Visualizando informações
Ainda que ao longo das décadas seja possível notar certo afastamento entre cientistas de determinadas áreas e as linguagens gráficas, em algumas áreas ambos tentam, de certa forma, caminharem juntos.
“Algumas áreas possuem alfabetização visual (ou letramento visual) maior, como engenharia ou medicina”, diz Francis Arthuso Paiva. Algumas revistas acadêmicas internacionais adotam os infográficos como recursos obrigatórios para a submissão de artigos, os chamados “visual abstracts” ou “graphical abstracs”, que substituem os tradicionais resumos de artigos acadêmicos. São guias rápidos para o leitor compreender do que se trata o artigo, mas não dispensam a leitura do mesmo.
A pesquisadora de comunicação científica do Laboratório de Estudos Avançados de Jornalismo (LabJor) da Unicamp, Germana Barata, aponta outro motivo para as áreas médicas adotarem os recursos gráficos com mais facilidade em suas publicações. “Elas têm um protocolo parecido de pesquisas, baseado em amostragem, grupo controle, dosagem de medicamento etc. Outras áreas, como as humanas, possuem diferentes metodologias de análise que demandariam a utilização de diferentes estruturas gráficas”, compara.
Essa falta de padronização poderia desembocar num problema frequentemente negligenciado na abordagem de infográficos, que é a questão da recepção. Francis Arthuso Paiva explica que é preciso treinar o leitor para compreender as informações dispostas neste tipo de linguagem. “O infográfico apresenta informações de um modo mais amigável para o leitor, isto é, sintetiza um volume maior de dados em apenas um texto explicativo. Isso é verdade, mas sem a competência para lê-lo, de nada adianta”.
O pesquisador afirma que as competências necessárias para ler um infográfico não estão sendo contempladas na educação formal. “Ler um texto verbal depende de competências que vão da alfabetização até saber relacionar informações de diferentes frases, parágrafos e textos como um todo. Já ler um texto como os infográficos depende também de uma alfabetização visual, até saber relacionar as informações visuais entre si e entre elas e as informações verbais. Na educação básica, não se ensina a ler o visual ou ainda é um ensino incipiente”.

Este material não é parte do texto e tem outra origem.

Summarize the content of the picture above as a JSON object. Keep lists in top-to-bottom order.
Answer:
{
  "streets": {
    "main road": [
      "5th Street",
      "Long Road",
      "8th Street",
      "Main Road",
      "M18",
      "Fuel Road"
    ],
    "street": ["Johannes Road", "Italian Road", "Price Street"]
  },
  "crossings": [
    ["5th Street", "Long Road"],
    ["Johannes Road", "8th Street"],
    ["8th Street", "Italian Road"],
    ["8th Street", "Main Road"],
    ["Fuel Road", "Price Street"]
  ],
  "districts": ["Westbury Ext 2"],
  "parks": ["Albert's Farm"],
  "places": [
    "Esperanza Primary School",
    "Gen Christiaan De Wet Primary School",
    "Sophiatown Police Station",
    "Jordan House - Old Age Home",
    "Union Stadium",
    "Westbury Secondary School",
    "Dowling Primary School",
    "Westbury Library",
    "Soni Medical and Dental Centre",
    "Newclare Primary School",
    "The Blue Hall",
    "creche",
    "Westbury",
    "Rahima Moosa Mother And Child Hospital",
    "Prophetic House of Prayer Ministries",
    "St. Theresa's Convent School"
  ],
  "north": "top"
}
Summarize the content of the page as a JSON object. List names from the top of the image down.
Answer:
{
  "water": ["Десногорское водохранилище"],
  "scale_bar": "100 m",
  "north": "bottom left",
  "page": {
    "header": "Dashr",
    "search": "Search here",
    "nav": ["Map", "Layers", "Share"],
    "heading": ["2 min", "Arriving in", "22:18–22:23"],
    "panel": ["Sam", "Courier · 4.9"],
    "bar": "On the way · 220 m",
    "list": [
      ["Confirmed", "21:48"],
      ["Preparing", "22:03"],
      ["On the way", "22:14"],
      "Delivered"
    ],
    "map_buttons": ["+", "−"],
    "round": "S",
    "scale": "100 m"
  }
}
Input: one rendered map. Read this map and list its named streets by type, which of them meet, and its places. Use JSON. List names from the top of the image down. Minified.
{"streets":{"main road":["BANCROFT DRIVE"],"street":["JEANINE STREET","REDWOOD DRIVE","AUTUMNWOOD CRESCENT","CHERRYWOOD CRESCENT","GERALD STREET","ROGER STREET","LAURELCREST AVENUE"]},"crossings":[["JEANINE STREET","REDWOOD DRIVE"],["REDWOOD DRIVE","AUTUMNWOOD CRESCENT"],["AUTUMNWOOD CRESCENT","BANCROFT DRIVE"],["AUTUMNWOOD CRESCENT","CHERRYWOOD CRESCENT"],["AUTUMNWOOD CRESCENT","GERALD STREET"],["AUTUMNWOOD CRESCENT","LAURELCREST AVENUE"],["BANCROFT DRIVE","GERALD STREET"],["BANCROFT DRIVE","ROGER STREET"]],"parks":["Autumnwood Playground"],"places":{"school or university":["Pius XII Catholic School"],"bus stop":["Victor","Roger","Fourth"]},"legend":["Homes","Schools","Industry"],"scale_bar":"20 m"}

Ary Moraes concorda que a educação formal privilegia a expressão verbal/escrita. “A escola formal trabalha o desenho como forma de expressão até o aluno aprender a ler e escrever. Quando isso acontece, o desenho fica restrito a aulas de artes e deixa de ser tratado como uma forma de expressão tão viável e possível quanto a escrita”.
Assim, apesar da prática de aliar as linguagens verbal e gráfica ter sido descoberta há mais de dois séculos, ainda há muito a ser explorado sobre o recurso e, principalmente, com ele.